[Saved entries]
+++
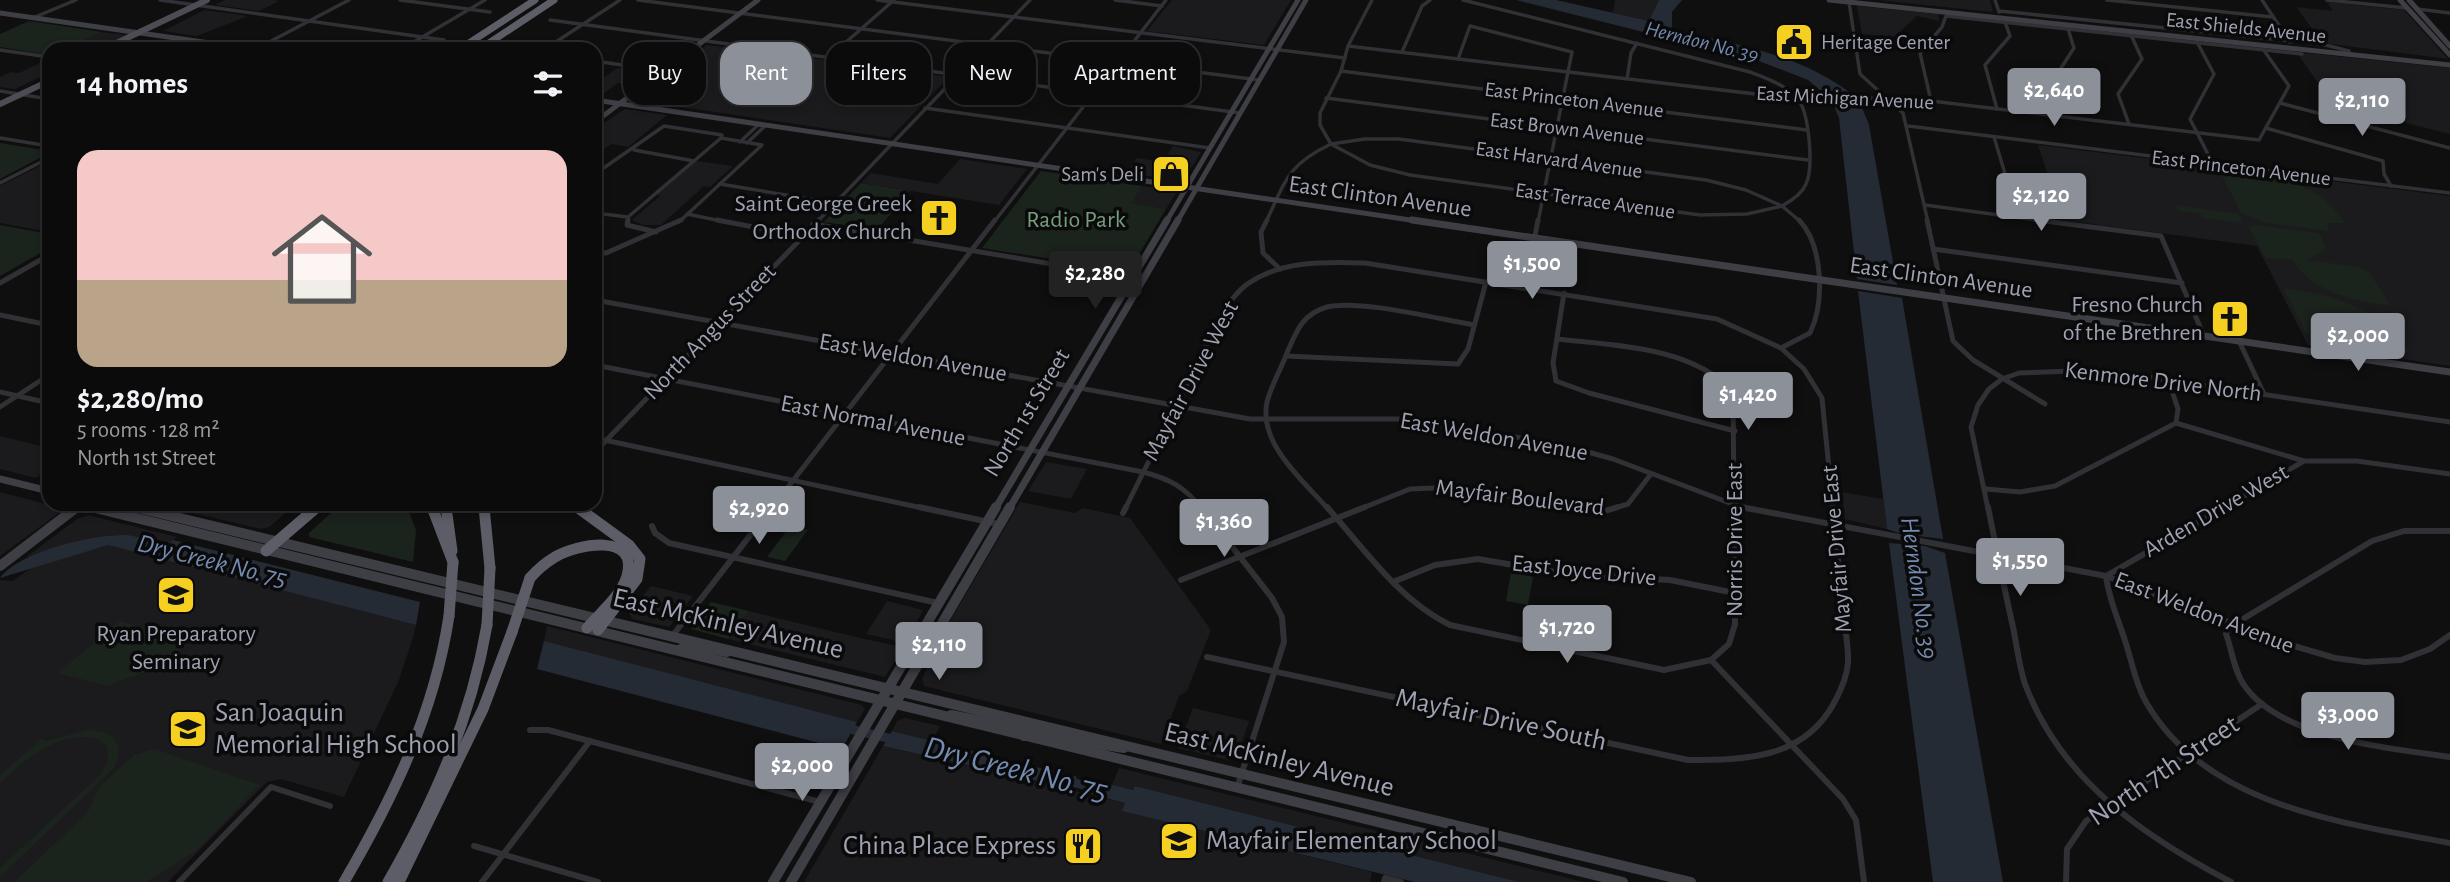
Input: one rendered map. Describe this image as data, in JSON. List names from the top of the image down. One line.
{"streets":{"main road":["East Shields Avenue","East Clinton Avenue","North 1st Street","East McKinley Avenue"],"street":["East Michigan Avenue","East Princeton Avenue","East Brown Avenue","East Harvard Avenue","East Terrace Avenue","North Angus Street","East Weldon Avenue","Mayfair Drive West","Kenmore Drive North","East Normal Avenue","Mayfair Boulevard","Arden Drive West","Norris Drive East","Mayfair Drive East","East Joyce Drive","Mayfair Drive South","North 7th Street"]},"crossings":[["East Harvard Avenue","East Clinton Avenue"],["East Harvard Avenue","East Terrace Avenue"],["East Harvard Avenue","Mayfair Drive East"],["East Clinton Avenue","North Angus Street"],["East Clinton Avenue","North 1st Street"],["North Angus Street","East Weldon Avenue"],["North Angus Street","East Normal Avenue"],["East Weldon Avenue","Mayfair Drive West"],["East Weldon Avenue","North 1st Street"],["East Weldon Avenue","Mayfair Boulevard"],["East Weldon Avenue","Arden Drive West"],["East Weldon Avenue","Norris Drive East"],["East Weldon Avenue","Mayfair Drive East"],["Mayfair Drive West","East Normal Avenue"],["Mayfair Drive West","Mayfair Drive East"],["North 1st Street","East Normal Avenue"],["North 1st Street","East McKinley Avenue"],["East Normal Avenue","Mayfair Boulevard"],["East Normal Avenue","East McKinley Avenue"],["East Normal Avenue","Mayfair Drive South"],["Norris Drive East","East Joyce Drive"],["Mayfair Drive East","Mayfair Drive South"]],"water":["Herndon No. 39","Dry Creek No. 75"],"parks":["Radio Park"],"places":{"public building":["Heritage Center"],"shop":["Sam's Deli"],"church":["Saint George Greek Orthodox Church","Fresno Church of the Brethren"],"school or university":["Ryan Preparatory Seminary","San Joaquin Memorial High School","Mayfair Elementary School"],"restaurant":["China Place Express"]},"page":{"chip":["Buy","Rent","Filters","New","Apartment"],"heading":"14 homes","price":["$2,640","$2,110","$2,120","$1,500","$2,280","$2,000","$1,420","$2,920","$1,360","$1,550","$1,720","$2,110","$3,000","$2,000"],"list":[{"name":"$2,280/mo","note":"5 rooms · 128 m² · North 1st Street"}]}}
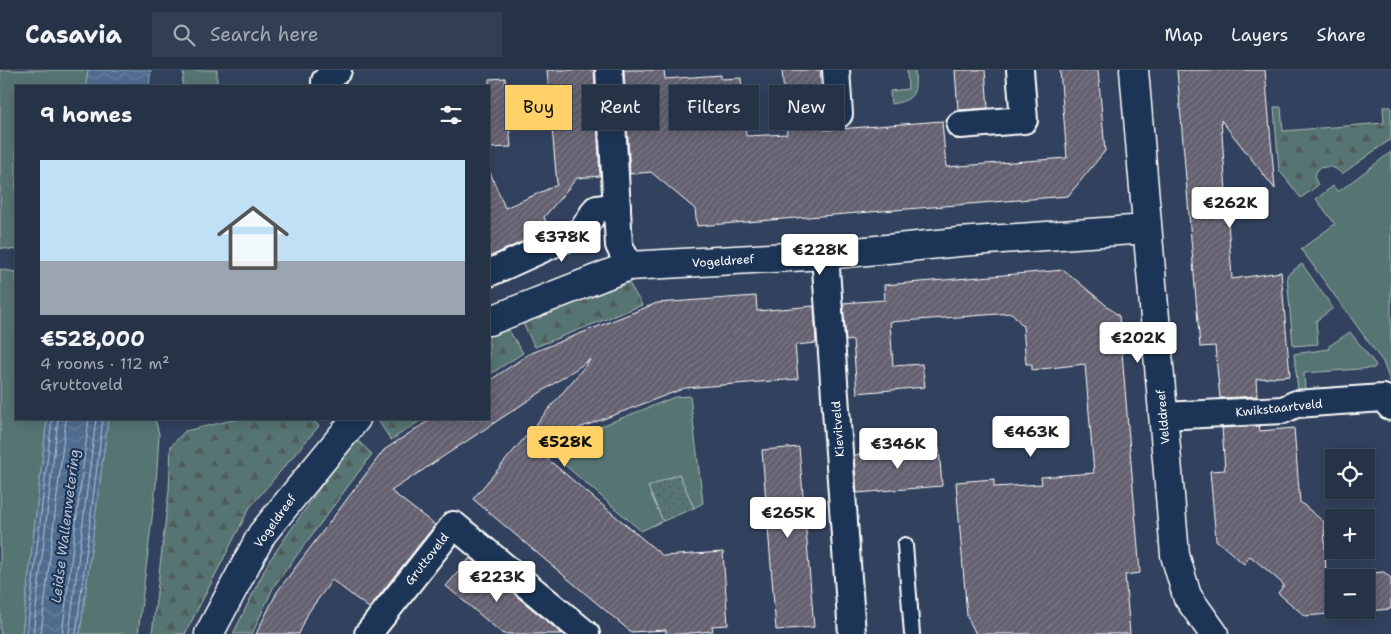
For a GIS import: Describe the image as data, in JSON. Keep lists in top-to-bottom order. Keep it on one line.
{"streets":{"street":["Vogeldreef","Kwikstaartveld","Velddreef","Kievitveld","Gruttoveld"]},"crossings":[["Vogeldreef","Velddreef"],["Vogeldreef","Kievitveld"],["Kwikstaartveld","Velddreef"]],"water":["Leidse Wallenwetering"],"page":{"header":"Casavia","search":"Search here","nav":["Map","Layers","Share"],"chip":["Buy","Rent","Filters","New"],"heading":"9 homes","list":[{"name":"€528,000","note":"4 rooms · 112 m² · Gruttoveld"}],"price":["€262K","€378K","€228K","€202K","€463K","€528K","€346K","€265K","€223K"],"map_buttons":["+","−"]}}
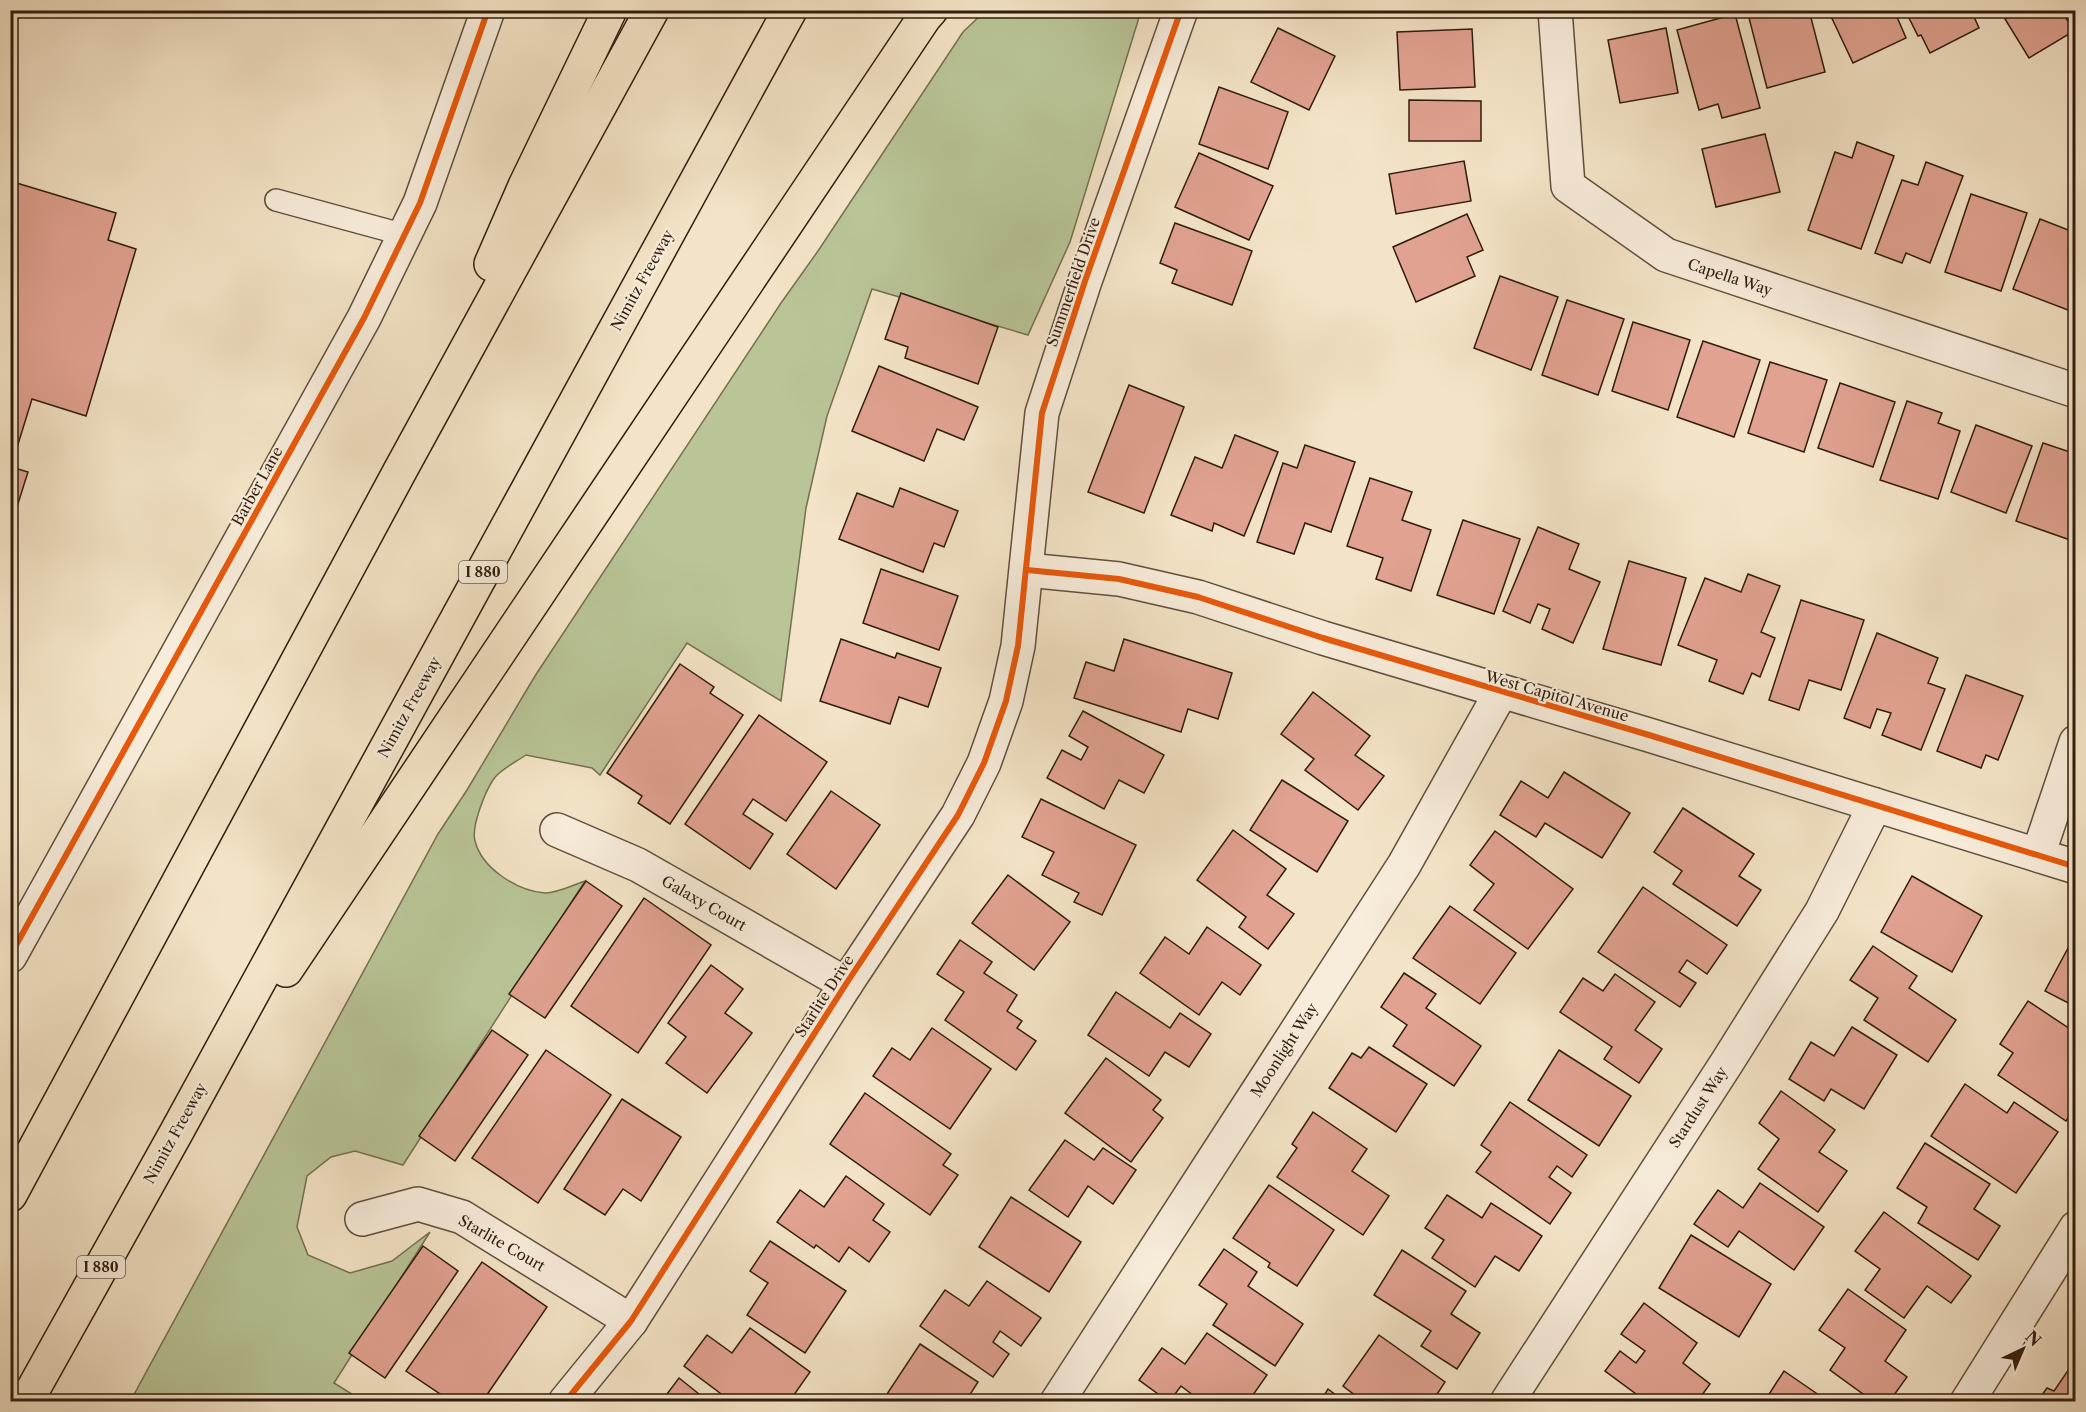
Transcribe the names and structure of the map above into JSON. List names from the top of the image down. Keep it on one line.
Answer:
{"streets":{"highway":["Nimitz Freeway","I 880"],"street":["Capella Way","Summerfield Drive","Barber Lane","West Capitol Avenue","Galaxy Court","Starlite Drive","Moonlight Way","Stardust Way","Starlite Court"]},"crossings":[["Summerfield Drive","West Capitol Avenue"],["Summerfield Drive","Starlite Drive"],["West Capitol Avenue","Starlite Drive"],["West Capitol Avenue","Moonlight Way"],["West Capitol Avenue","Stardust Way"],["Galaxy Court","Starlite Drive"],["Starlite Drive","Starlite Court"]],"north":"top right"}
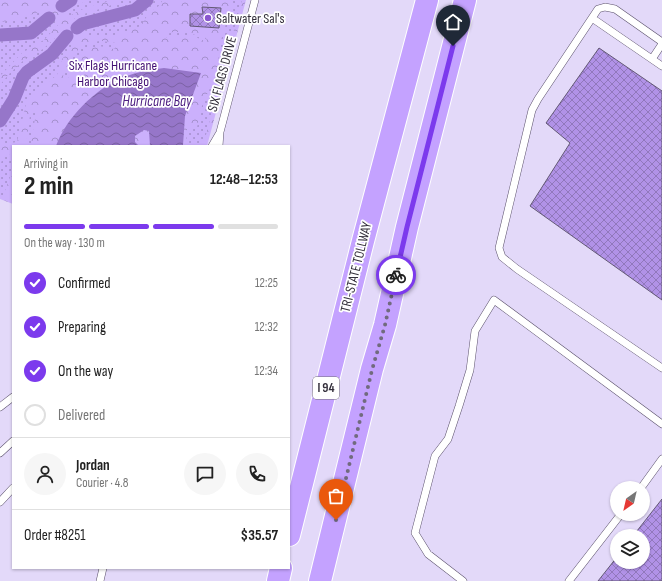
+++
The answer consists solely of the lines from the one holding "Transcribe the names" through the last line of the entries above, set down verbatim, without any pictures.

Transcribe the names and structure of the map above into JSON. List names from the top of the image down. Keep it on one line.
Answer:
{"streets":{"highway":["Nimitz Freeway","I 880"],"street":["Capella Way","Summerfield Drive","Barber Lane","West Capitol Avenue","Galaxy Court","Starlite Drive","Moonlight Way","Stardust Way","Starlite Court"]},"crossings":[["Summerfield Drive","West Capitol Avenue"],["Summerfield Drive","Starlite Drive"],["West Capitol Avenue","Starlite Drive"],["West Capitol Avenue","Moonlight Way"],["West Capitol Avenue","Stardust Way"],["Galaxy Court","Starlite Drive"],["Starlite Drive","Starlite Court"]],"north":"top right"}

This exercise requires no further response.